**Your task**
In the entries below, count every line containing "river". Reply with the number alone.

**Records excerpted from a collection**
________________________

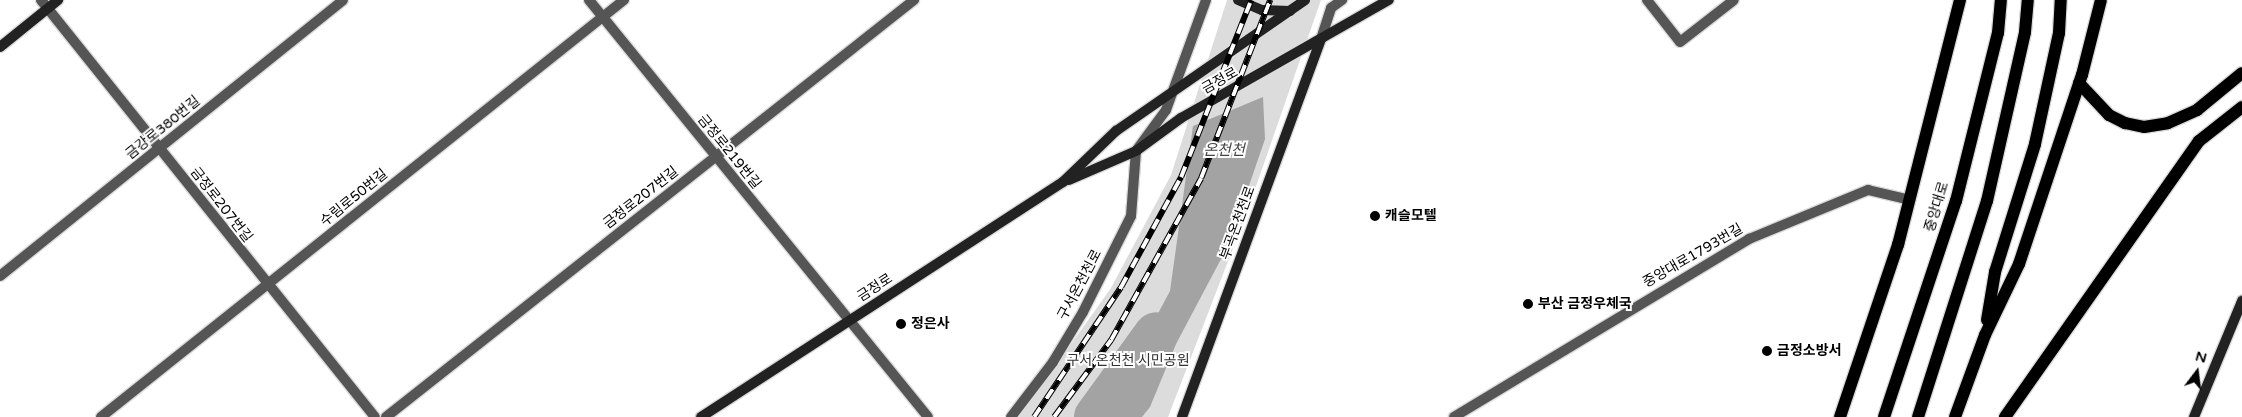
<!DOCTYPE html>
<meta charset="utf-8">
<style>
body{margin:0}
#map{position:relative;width:2242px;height:417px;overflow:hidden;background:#fff;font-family:"Varela Round","Noto Sans KR",sans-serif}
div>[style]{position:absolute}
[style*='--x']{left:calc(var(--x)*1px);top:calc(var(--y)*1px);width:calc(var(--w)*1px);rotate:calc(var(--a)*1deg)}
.green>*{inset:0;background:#dcdcdc}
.water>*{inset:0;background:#a3a3a3}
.river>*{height:44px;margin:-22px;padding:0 22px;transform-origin:22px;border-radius:22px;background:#a3a3a3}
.roads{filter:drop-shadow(1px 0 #dbdbdb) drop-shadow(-1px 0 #dbdbdb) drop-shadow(0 1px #dbdbdb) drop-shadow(0 -1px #dbdbdb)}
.street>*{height:10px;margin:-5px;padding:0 5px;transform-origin:5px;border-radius:5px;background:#555}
.secondary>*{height:10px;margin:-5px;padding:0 5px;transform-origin:5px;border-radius:5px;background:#222}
.primary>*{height:12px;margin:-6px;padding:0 6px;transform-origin:6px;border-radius:6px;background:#000}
.rail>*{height:5.5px;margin-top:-2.75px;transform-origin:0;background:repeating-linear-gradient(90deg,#fff 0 11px,#000 0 22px);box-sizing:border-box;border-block:1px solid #000}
.dots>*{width:14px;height:14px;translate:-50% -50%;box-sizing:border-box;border:2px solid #fff;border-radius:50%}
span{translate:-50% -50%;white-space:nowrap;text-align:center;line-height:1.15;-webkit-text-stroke:4px #fff;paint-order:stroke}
.street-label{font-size:14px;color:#000}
.poi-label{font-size:14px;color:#000;font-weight:700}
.left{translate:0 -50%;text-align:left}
.park-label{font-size:14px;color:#333}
.water-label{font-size:15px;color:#444;font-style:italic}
.north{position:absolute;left:2172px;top:347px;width:50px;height:50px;-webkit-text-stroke:4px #fff;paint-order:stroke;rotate:15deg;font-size:14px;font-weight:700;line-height:20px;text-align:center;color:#000}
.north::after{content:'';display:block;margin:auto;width:18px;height:22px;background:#000;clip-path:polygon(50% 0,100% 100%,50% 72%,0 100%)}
</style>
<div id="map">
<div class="green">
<i style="clip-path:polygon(1227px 0,1321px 0,1247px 212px,1168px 417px,1019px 417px,1111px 288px,1171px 175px)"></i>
</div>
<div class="water">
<i style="clip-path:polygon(1263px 97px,1265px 139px,1229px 244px,1176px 344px,1150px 407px,1142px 417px,1103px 417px,1170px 291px,1193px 126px)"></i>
</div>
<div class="river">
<i style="--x:1096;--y:417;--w:102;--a:-54.1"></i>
</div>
<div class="roads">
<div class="street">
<i style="--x:41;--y:0;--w:534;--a:51.31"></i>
<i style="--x:589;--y:0;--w:537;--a:50.89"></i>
<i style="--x:1647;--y:0;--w:53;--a:51.8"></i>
<i style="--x:1680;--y:42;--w:68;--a:-37.9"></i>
<i style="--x:1321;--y:39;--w:33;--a:-72"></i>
<i style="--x:1331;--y:8;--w:14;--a:-36"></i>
<i style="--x:0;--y:276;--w:440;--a:-38.8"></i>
<i style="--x:101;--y:417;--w:669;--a:-38.57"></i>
<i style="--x:386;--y:417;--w:673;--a:-38.3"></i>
<i style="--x:1011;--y:417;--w:69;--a:-52.6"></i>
<i style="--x:1053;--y:362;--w:58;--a:-59"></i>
<i style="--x:1083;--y:312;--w:107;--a:-63.4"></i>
<i style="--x:1131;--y:216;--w:65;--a:-85.6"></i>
<i style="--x:1136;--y:151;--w:51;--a:-53.8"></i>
<i style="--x:1166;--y:110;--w:117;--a:-70"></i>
<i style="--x:1454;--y:417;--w:345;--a:-31.1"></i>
<i style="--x:1749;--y:239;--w:129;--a:-22.4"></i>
<i style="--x:1868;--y:190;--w:43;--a:13.4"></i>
</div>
<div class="secondary">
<i style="--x:1238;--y:0;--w:26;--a:23"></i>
<i style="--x:1262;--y:10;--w:28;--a:2"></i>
<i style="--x:0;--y:47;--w:75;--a:-39"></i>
<i style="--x:1069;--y:180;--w:73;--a:-23.4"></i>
<i style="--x:1136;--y:151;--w:56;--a:-36.3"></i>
<i style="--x:1181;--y:118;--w:239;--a:-29.6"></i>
<i style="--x:701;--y:417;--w:432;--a:-33"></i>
<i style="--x:1063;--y:182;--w:74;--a:-43.9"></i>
<i style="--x:1116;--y:131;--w:230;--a:-34.7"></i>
<i style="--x:1182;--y:417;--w:403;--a:-69.8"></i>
<i style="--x:2194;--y:417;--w:126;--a:-67.5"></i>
</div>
<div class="primary">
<i style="--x:2079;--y:83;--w:44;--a:46.8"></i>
<i style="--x:2109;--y:115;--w:18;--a:27"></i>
<i style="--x:2125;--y:123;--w:19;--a:12"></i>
<i style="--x:2144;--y:127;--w:24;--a:-9"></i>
<i style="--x:2168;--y:123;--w:32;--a:-24"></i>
<i style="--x:2197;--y:110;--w:58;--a:-39.4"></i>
<i style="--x:1987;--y:320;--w:49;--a:-80.5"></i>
<i style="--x:1995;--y:272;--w:134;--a:-72.6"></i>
<i style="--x:2035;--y:144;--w:114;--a:-77.8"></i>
<i style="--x:2059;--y:33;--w:33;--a:-87"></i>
<i style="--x:1840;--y:417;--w:182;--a:-71.4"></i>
<i style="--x:1898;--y:245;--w:253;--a:-75.8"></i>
<i style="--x:1884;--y:417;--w:228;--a:-71.6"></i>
<i style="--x:1956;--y:201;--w:173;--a:-76"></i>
<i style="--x:1998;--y:33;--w:33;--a:-85"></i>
<i style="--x:1918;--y:417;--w:227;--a:-72.3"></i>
<i style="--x:1987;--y:201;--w:173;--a:-77.3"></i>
<i style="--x:2025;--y:32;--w:32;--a:-85"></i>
<i style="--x:1955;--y:417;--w:87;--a:-69.9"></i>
<i style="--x:1985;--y:335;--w:79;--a:-64.4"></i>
<i style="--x:2019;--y:264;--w:199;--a:-71.6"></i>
<i style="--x:2082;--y:75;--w:77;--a:-75.8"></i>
<i style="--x:2005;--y:417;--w:337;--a:-54.9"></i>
<i style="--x:2199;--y:141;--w:55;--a:-38.3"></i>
</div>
</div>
<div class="rail">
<i style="--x:1034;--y:417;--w:156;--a:-56.2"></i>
<i style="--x:1121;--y:287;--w:125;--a:-61.4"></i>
<i style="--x:1181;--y:177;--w:190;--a:-68.4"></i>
<i style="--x:1054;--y:417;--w:96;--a:-53.5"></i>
<i style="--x:1111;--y:340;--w:185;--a:-60.9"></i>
<i style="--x:1201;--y:178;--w:191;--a:-68.8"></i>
</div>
<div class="dots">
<i style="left:1375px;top:216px;background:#000"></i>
<i style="left:1528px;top:304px;background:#000"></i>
<i style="left:901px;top:324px;background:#000"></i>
<i style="left:1767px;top:351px;background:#000"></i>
</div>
<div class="street-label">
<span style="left:1220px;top:81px;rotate:-29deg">금정로</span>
<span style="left:163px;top:128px;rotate:-39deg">금강로380번길</span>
<span style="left:729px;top:152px;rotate:51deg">금정로219번길</span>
<span style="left:354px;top:198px;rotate:-39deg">수림로50번길</span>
<span style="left:641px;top:198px;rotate:-38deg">금정로207번길</span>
<span style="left:221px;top:205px;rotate:52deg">금정로207번길</span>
<span style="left:1937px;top:207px;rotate:-73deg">중앙대로</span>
<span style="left:1238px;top:223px;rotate:-70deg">부곡온천천로</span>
<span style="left:1693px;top:256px;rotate:-30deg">중앙대로1793번길</span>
<span style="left:1080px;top:285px;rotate:-62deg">구서온천천로</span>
<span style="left:875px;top:288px;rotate:-33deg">금정로</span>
</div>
<div class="poi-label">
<span class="left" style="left:1385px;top:216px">캐슬모텔</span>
<span class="left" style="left:1538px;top:304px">부산 금정우체국</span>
<span class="left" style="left:911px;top:324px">정은사</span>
<span class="left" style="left:1777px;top:351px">금정소방서</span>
</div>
<div class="park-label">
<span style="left:1128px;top:361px">구서 온천천 시민공원</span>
</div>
<div class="water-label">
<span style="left:1224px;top:151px">온천천</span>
</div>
<div class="north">N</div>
</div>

________________________

**Response to the exercise**
2